Seven Samurai

Seven Samurai Study Guide

During the occupation of Japan by U.S forces following its surrender at the end of World War II, samurai films fell out of favor. The controlling U.S. political machine looked unkindly on the samurai code of Bushido, which required allegiance to one’s lord and master above all else. As a result, a gap exists in the long history of samurai films in Japanese cinema. Akira Kurosawa's 1954 Seven Samurai not only brought the samurai film back, but also remade the image of a samurai hero to make him palatable to democratic sensibilities.

Seven Samurai was Kurosawa’s first samurai movie. Some of his previous films featured samurai characters, but the samurai film was a genre unto itself, which came with certain conventions and expectations. The generation of Japanese filmgoers who grew up around WWII were unaware of those old conventions, however, and those that had been raised on them had grown disillusioned with the hero image they presented. In general, the immediate post-war years in Japan saw a flourishing of art and film that criticized pre-war and wartime attitudes, especially about militarization, loyalty, and pride or arrogance. Though much of this change in art and film was due to the pressures of American censors, shifting attitudes in Japan can account for the success of such films. In 1946, a film by Kurosawa, No Regrets for Our Youth, criticized the oppression of the pre-war regime in Japan and a variation of the title of that film made its way into popular culture as a common saying.

Kurosawa was able to mix this new focus on more democratic ideals—such as individuality, greater class mobility, and loyalty to personal morality before leaders—with some of the older traditions of samurai films to create what would become a hugely popular film in Japan. He achieved not just fame in his own country but expanded upon his already growing reputation outside Japan by reformulating the samurai ethic into one that reflected global post-war values.

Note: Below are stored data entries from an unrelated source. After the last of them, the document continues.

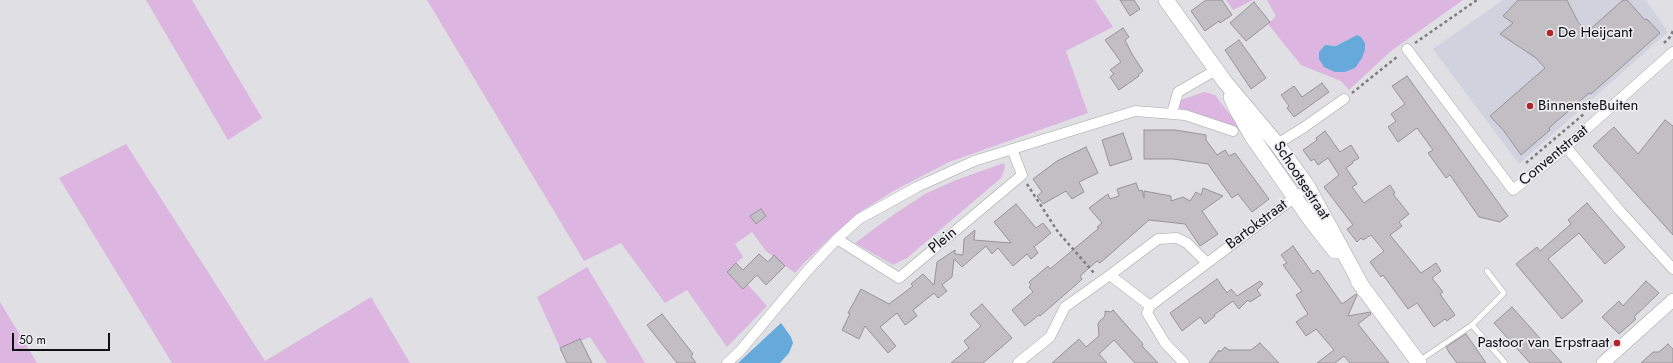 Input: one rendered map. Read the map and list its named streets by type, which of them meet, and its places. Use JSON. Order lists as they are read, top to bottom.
{
  "streets": {
    "main road": ["Schootsestraat"],
    "street": ["Conventstraat", "Bartokstraat", "Plein"]
  },
  "crossings": [
    ["Schootsestraat", "Bartokstraat"]
  ],
  "places": ["De Heijcant", "BinnensteBuiten", "Pastoor van Erpstraat"],
  "scale_bar": "50 m"
}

The film was also influenced artistically by American westerns, which Kurosawa had loved since a young age. In turn, Seven Samurai would later inspire The Magnificent Seven, a hugely successful Hollywood western that has remained one of the most influential films of its genre to this day. It has been remade numerous times under both its original title and others, and is frequently referenced in many other western films. Seven Samurai won the Silver Lion at the Venice Film Festival, but no other major awards at the time. Over the next few decades, though, it would come to be recognized as one of the greatest films of all time, and is consistently listed on critics’ lists of greatest films.